>>>>

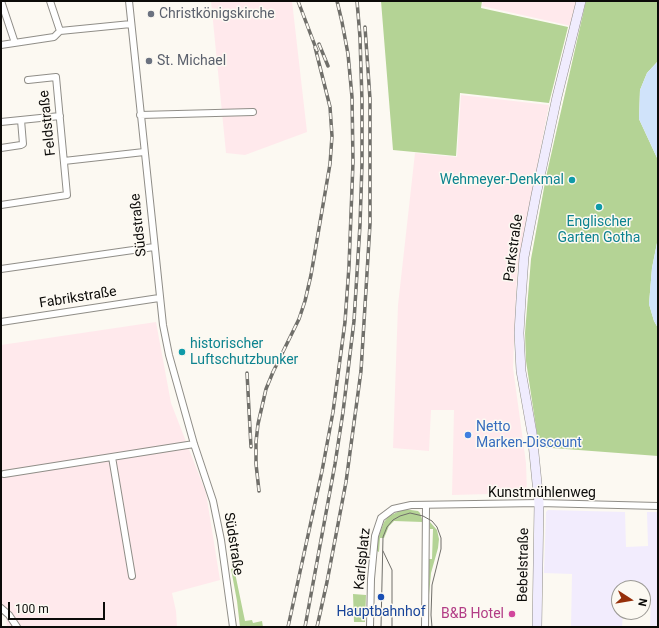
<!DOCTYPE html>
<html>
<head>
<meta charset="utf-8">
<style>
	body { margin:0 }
	#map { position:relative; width:659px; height:628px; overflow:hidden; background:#fcf9f2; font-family:Roboto,sans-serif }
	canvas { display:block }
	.frame { position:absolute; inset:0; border:2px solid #0c0b09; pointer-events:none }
	.north { position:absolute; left:611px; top:580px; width:40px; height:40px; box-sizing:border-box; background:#fcf9f2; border:1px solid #9c9a95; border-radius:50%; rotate:102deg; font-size:11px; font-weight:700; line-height:16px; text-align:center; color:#0c0b09 }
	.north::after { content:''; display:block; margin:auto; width:14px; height:18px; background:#962f0a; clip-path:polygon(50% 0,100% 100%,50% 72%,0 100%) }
	.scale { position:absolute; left:8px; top:602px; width:97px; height:18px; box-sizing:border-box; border:2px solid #0c0b09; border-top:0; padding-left:5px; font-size:12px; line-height:14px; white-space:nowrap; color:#0c0b09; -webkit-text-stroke:3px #fcf9f2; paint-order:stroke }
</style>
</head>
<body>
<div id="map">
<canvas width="659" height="628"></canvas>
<div class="frame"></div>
<div class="north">N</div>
<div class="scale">100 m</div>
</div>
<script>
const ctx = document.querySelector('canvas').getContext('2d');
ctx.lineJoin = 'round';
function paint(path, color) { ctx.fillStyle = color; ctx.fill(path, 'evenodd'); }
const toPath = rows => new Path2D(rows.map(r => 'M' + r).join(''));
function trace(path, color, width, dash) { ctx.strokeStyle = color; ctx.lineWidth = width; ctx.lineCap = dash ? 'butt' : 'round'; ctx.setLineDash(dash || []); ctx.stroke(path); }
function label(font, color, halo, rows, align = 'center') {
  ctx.font = font + ' Roboto,sans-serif'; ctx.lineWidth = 3; ctx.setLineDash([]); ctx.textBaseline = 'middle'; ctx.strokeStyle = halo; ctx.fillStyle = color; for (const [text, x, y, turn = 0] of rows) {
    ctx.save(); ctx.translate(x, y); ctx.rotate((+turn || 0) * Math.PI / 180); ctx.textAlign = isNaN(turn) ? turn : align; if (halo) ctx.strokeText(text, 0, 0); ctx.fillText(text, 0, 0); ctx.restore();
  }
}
paint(toPath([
	[211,1,292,1,307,132,245,155,226,153],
	[483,1,577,1,571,26,482,6],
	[461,95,549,105,517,271,513,368,526,463,527,493,452,495,454,410,431,410,429,451,393,448,398,305,415,153,457,157],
	[156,322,171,403,206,493,220,580,172,593,176,611,177,627,7,627,5,607,1,603,1,345]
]), '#ffe9ec');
paint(toPath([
	[548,510,625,512,626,547,648,546,647,512,658,512,658,627,650,627,651,595,643,594,643,588,619,588,619,612,623,612,622,627,571,627,572,574,544,573,546,512]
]), '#f2ecfd');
paint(toPath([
	[381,1,482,1,481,8,568,27,549,103,460,93,456,156,393,150],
	[586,1,658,1,658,61,647,73,640,90,639,119,658,160,658,238,652,268,649,304,654,321,658,328,658,456,539,447,526,361,525,333,531,259,546,177],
	[404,509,418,511,420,513,423,522,394,521,389,526,384,538,380,538,379,552,377,551,376,550,378,538,384,522,389,516],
	[430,522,437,530,439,539,438,548,431,573,429,595,428,596,428,559,432,559,433,529,430,529],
	[234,568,245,621,252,620,253,623,262,621,263,627,240,627,237,601,231,569],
	[353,594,366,595,365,622,354,622]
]), '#b4d395');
paint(toPath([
	[658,61,658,160,639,119,640,90,647,73],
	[658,238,658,328,654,321,649,304,652,268]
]), '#d0e3fa');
const street = toPath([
	[1,1,15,43],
	[50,1,60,31],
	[129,1,163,325,169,355,194,444,213,501,221,540,233,627],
	[1,45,54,37,60,31,131,24],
	[140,115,253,112],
	[1,122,60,116],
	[1,148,21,145,23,144,21,120],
	[64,161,144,152],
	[1,205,67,195,56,77,28,80],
	[1,269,154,247],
	[1,322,159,298],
	[112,457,132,576],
	[4,474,194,444],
	[1,608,9,615,17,627],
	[370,627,371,579,375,536,381,518,393,509,411,505,539,503,658,506],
	[425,627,426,506]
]);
const secondary = toPath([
	[537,627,539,503,532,433,521,371,519,333,521,299,524,257,536,195,557,97,581,1]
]);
trace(street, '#908e88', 8);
trace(secondary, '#908e88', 10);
trace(street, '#fff', 6);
trace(secondary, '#f0ecfe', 9);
trace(toPath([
	[383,551,392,570,392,627],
	[381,627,383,537,387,527,393,520,400,516,410,513,423,516,432,521,437,527,441,538,441,549,432,585,431,615,432,627]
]), '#706f6a', 1);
const rail = toPath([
	[298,1,317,51],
	[319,44,328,66],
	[247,373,251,447],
	[259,491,256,464,256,442,258,424,266,389,273,372,299,319,305,301,311,275,330,164,332,136,330,107,315,47],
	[288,627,322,471,333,412,345,322,349,266,353,162,352,97,348,54,342,22,337,1],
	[305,627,335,464,343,412,354,321,360,225,362,164,362,101,360,37,357,1],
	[317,627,327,582,346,482,361,371,370,224,370,99,365,27]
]);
trace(rail, '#706f6a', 3.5);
trace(rail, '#fcf9f2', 2, [6]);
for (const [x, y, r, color] of [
	[151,14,4,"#6b7280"],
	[149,61,4,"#6b7280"],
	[572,180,4,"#0f9aa8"],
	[599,207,4,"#0f9aa8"],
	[182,352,4,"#0f9aa8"],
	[468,435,4,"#3f7fe0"],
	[381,597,4,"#1a4fb4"],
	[512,614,4,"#d1479c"]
]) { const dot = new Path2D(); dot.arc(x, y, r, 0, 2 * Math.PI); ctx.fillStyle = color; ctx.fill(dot); trace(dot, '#fcf9f2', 1.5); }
label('14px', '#5b616d', '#fcf9f2', [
	["Christkönigskirche",159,14],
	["St. Michael",157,61]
], 'left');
label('14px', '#0c0b09', '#fcf9f2', [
	["Feldstraße",48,123,-96],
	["Südstraße",139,225,-96],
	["Parkstraße",514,248,-82],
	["Fabrikstraße",78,298,-9],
	["Kunstmühlenweg",542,493],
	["Südstraße",233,544,81],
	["Karlsplatz",363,559,-84],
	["Bebelstraße",524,565,-89]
]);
label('14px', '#0d838f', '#fcf9f2', [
	["Wehmeyer-Denkmal",564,180],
	["Englischer",599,222,"center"],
	["Garten Gotha",599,238,"center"],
	["historischer",190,344,"left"],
	["Luftschutzbunker",190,360,"left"]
], 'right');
label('14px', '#366cbe', '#fcf9f2', [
	["Netto",476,427],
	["Marken-Discount",476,443]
], 'left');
label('14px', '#164399', '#fcf9f2', [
	["Hauptbahnhof",381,612]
]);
label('14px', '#b23c85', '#fcf9f2', [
	["B&B Hotel",504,614]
], 'right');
</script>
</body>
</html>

<<<<

Print, from the entries above, the line with "ctx.lineJoin = 'round';", the line with "ctx.font = font" and all lines between them, exactly and with nothing else.

ctx.lineJoin = 'round';
function paint(path, color) { ctx.fillStyle = color; ctx.fill(path, 'evenodd'); }
const toPath = rows => new Path2D(rows.map(r => 'M' + r).join(''));
function trace(path, color, width, dash) { ctx.strokeStyle = color; ctx.lineWidth = width; ctx.lineCap = dash ? 'butt' : 'round'; ctx.setLineDash(dash || []); ctx.stroke(path); }
function label(font, color, halo, rows, align = 'center') {
  ctx.font = font + ' Roboto,sans-serif'; ctx.lineWidth = 3; ctx.setLineDash([]); ctx.textBaseline = 'middle'; ctx.strokeStyle = halo; ctx.fillStyle = color; for (const [text, x, y, turn = 0] of rows) {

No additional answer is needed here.